Before You Create Your Landing Page
Before you start to create your landing page, you need to know what you want to accomplish with it. You need to determine if it’s for promoting a new product, growing your email list, signing up for a webinar etc.
After that, you need to define your buyer personas which are semi-fictional representations of your ideal customers. They can be based on market research and current customer data. If done well, they can give you clear insight into your customers’ behaviours and how they think, which will allow you to develop the most valuable content you can for them.
After you have determined your buyer personae, you need to think about your message. How can your offer benefit your audience or solve their problem?
Then you can start your keyword research. What do people type in when they’re searching for solutions to the problem that your sale, product, or newsletter can solve?
Once you have your goal, message, and keywords, you can start putting your landing page together. Start thinking about the elements you want to include: a CTA, a sales pitch video, or maybe a form.
How Do Landing Pages Work?
When a prospect sees a call to action and ends up on a landing page with a form. The prospects then fill out the form with their details which converts them from a visitor into a lead. The information gotten from the form is then stored in your leads database. You then send content based on the information the prospect supplied.
With automation tools like HubSpot or Marketo, you can see what conversion was made by your prospect when they converted, and what other interactions they’ve had on your site. This information will allow you to nurture this lead in a more targeted way by helping you decide which marketing actions are most appropriate to take.
Building a Great Landing Page
1. A Catchy Headline
A headline is what compels a visitor to stay and learn more about what you are offering. That’s why it needs to be short, grab readers attention and tell them what the product or service is about. Your headline should be about 20 words. Note that if your headline complements an image that explains the product or service, then you don’t need to go into quite as much detail in the copy.
2. A compelling Subheads
After the headline, you need to work on your subheadings. If your headline is catchy and compelling, your subheadings should be able to persuade your prospect to stay. The headline and the subheading are the backbones of your landing page.
Keep in mind that your subheadings need to be;
- Directly underneath the main headline.
- Should contain some element of persuasiveness.
- Can go into more depth and detail than the main headline.
3. Compelling Visuals
The brain processes image 60,000 times faster than text. This means that visitors will be affected by the images on your landing page immediately.
Make sure your images are catchy, large and compelling and quality enough. It also should be relevant to the product or service you are offering.

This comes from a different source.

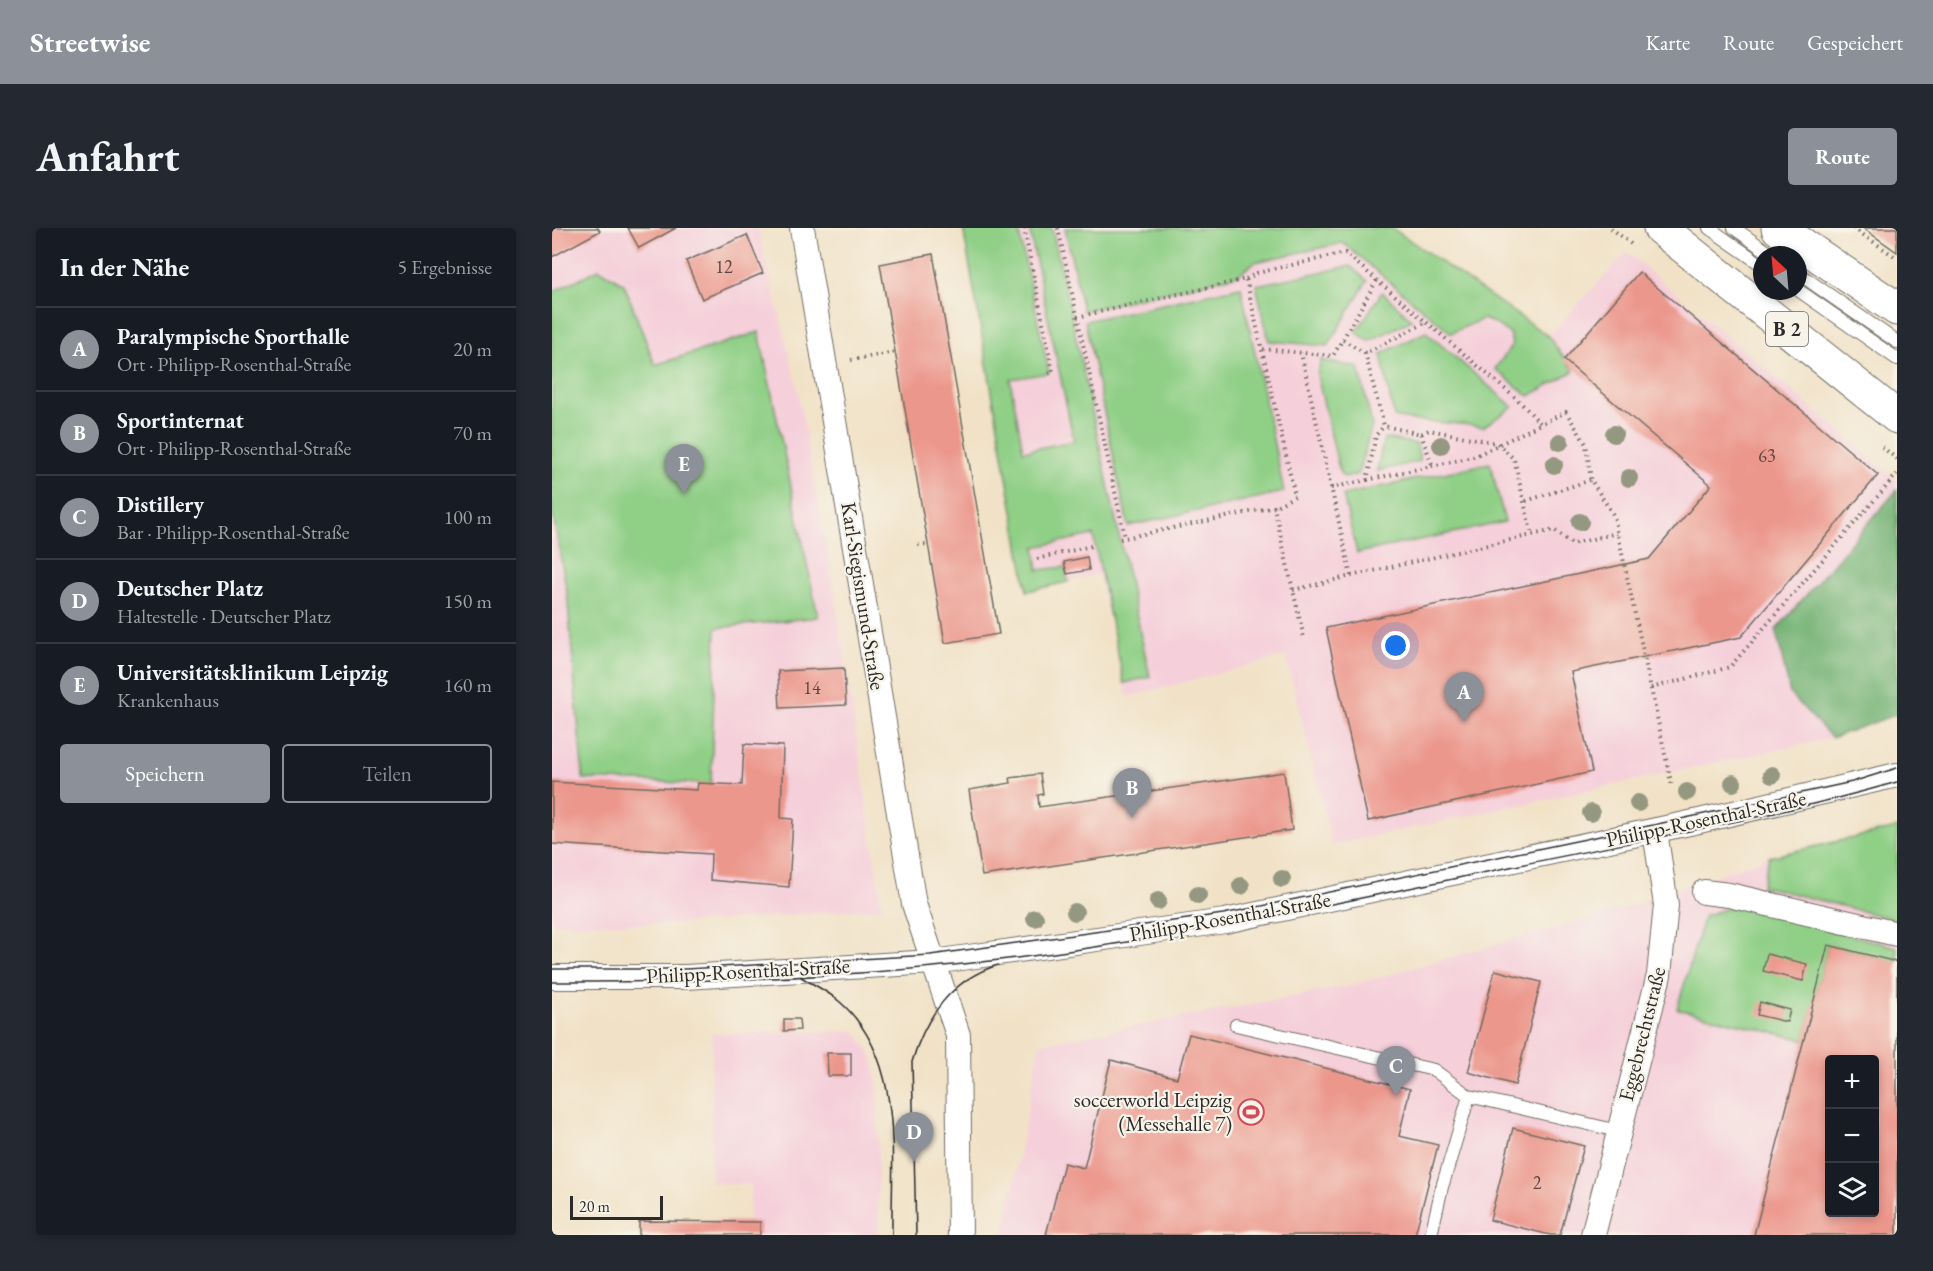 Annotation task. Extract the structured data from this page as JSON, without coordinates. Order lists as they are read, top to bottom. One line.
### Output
{"streets":{"main road":["B 2"],"street":["Karl-Siegismund-Straße","Philipp-Rosenthal-Straße","Eggebrechtstraße"]},"crossings":[["Karl-Siegismund-Straße","Philipp-Rosenthal-Straße"],["Philipp-Rosenthal-Straße","Eggebrechtstraße"]],"places":{"sports":["soccerworld Leipzig (Messehalle 7)"]},"house_numbers":["12","63","14","2"],"scale_bar":"20 m","north":"top left","page":{"header":"Streetwise","nav":["Karte","Route","Gespeichert"],"buttons":["Route",["Speichern","Teilen"]],"title":"Anfahrt","heading":["In der Nähe","5 Ergebnisse"],"list":[{"mark":"A","name":"Paralympische Sporthalle","note":"Ort · Philipp-Rosenthal-Straße","value":"20 m"},{"mark":"B","name":"Sportinternat","note":"Ort · Philipp-Rosenthal-Straße","value":"70 m"},{"mark":"C","name":"Distillery","note":"Bar · Philipp-Rosenthal-Straße","value":"100 m"},{"mark":"D","name":"Deutscher Platz","note":"Haltestelle · Deutscher Platz","value":"150 m"},{"mark":"E","name":"Universitätsklinikum Leipzig","note":"Krankenhaus","value":"160 m"}],"pins":["E","A","B","C","D"],"map_buttons":["+","−"],"scale":"20 m"}} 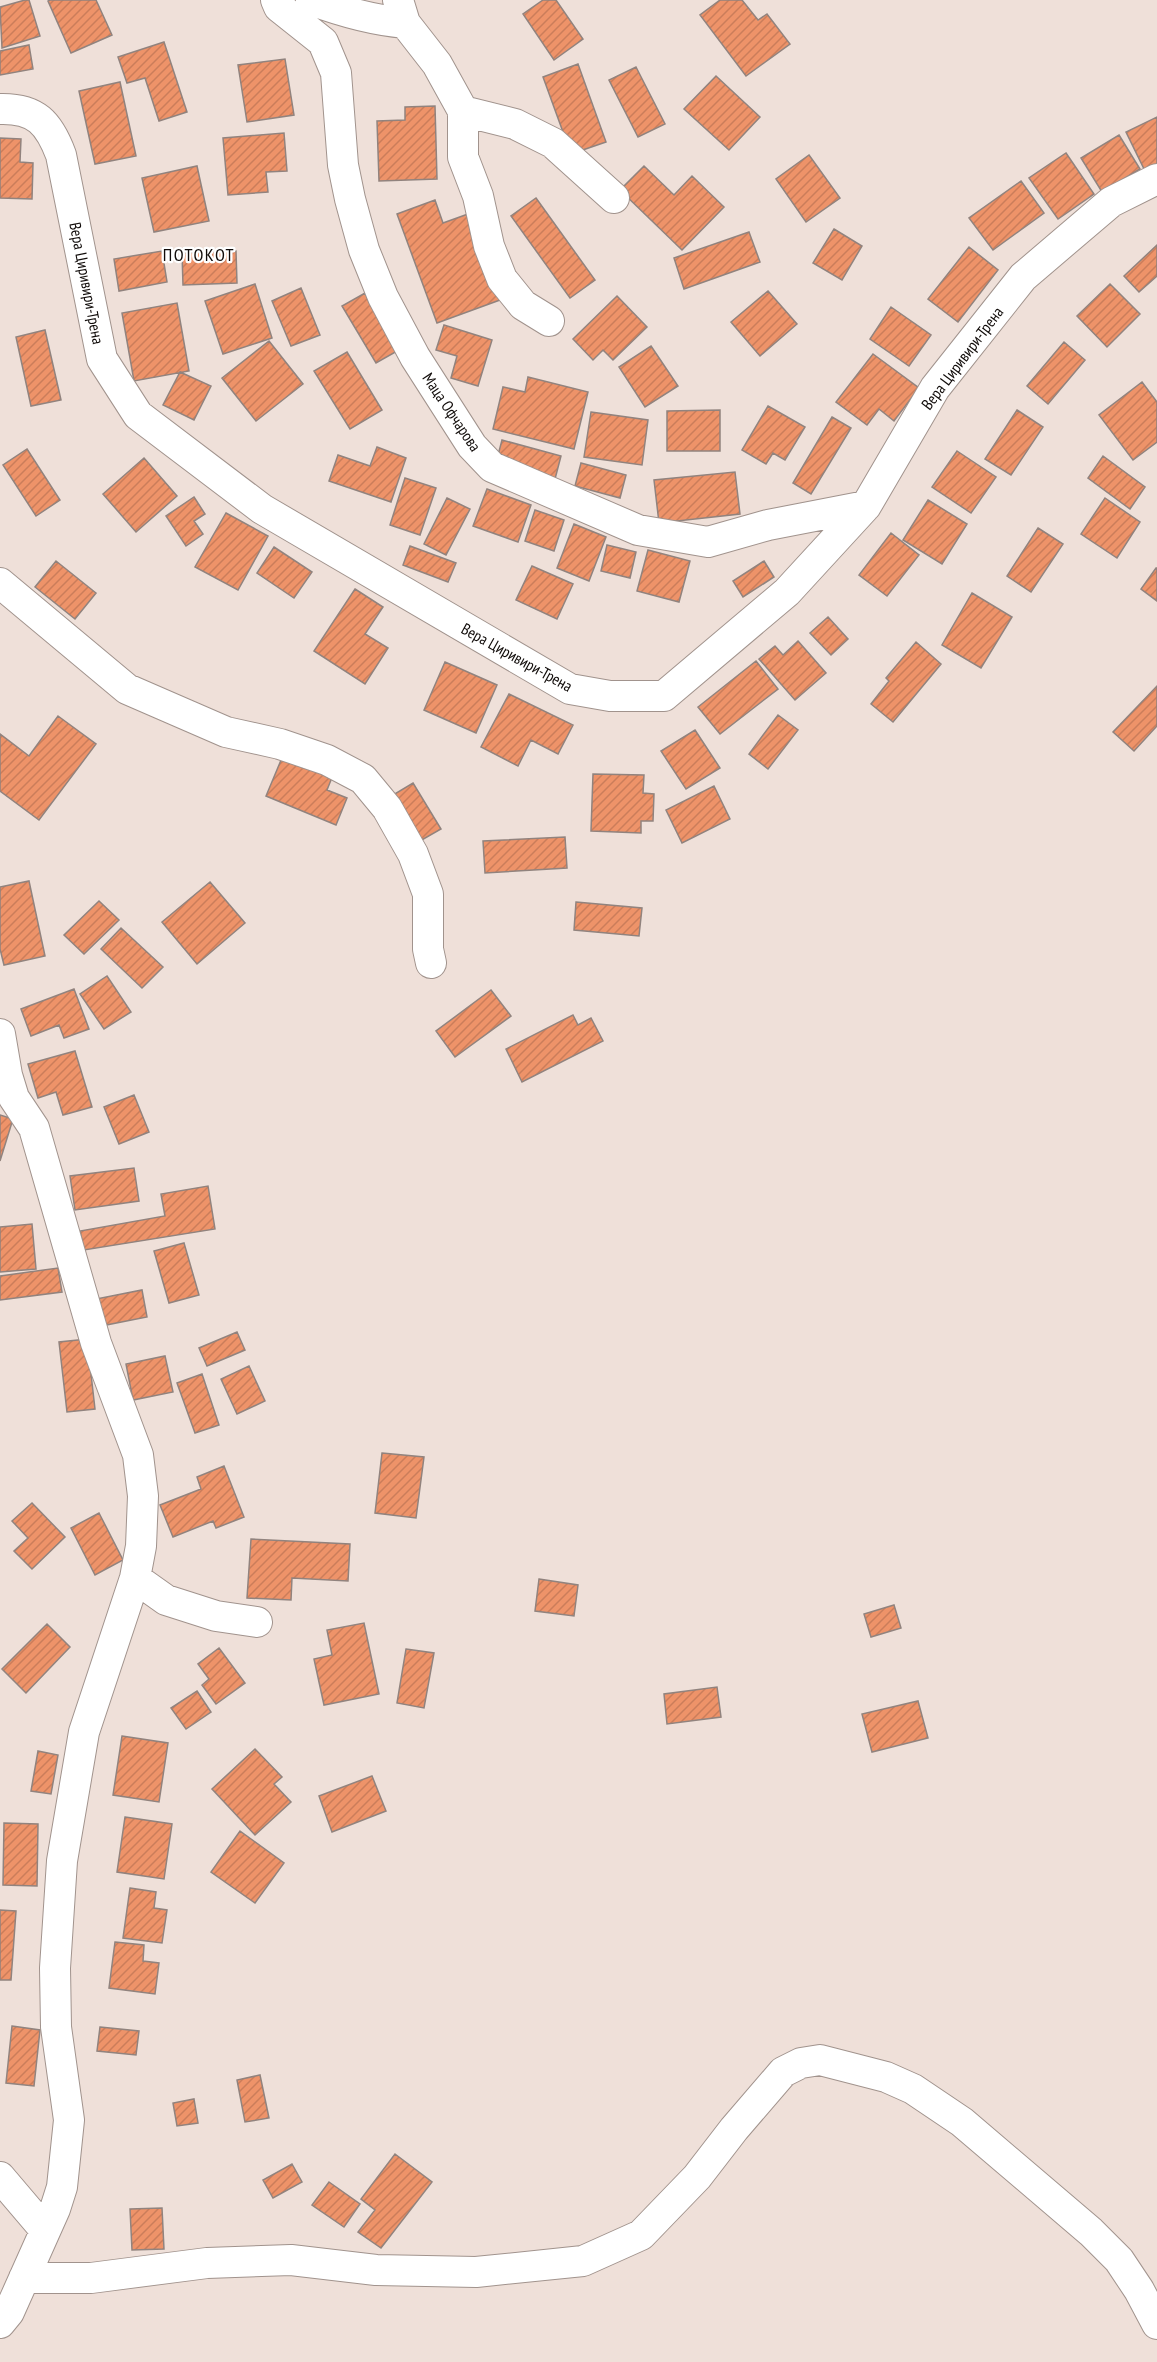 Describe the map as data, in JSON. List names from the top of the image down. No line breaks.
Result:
{"streets":{"street":["Вера Циривири-Трена","Маца Офчарова"]},"crossings":[["Вера Циривири-Трена","Маца Офчарова"]],"districts":["ПОТОКОТ"]}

And as you determine what to include, keep the focus on high-quality, relevant visuals. This is not the place to feature stock photographs or last-minute Photoshop jobs.
4. Call To Action
The call to action is the most important part of the landing page. You should tell people the action they need to perform. It is the element that the rest of the content on the page is designed to drive visitors’ attention to. It’s what ultimately converts visitors into customers.
Your Call to Action must be
- Big enough for people to see.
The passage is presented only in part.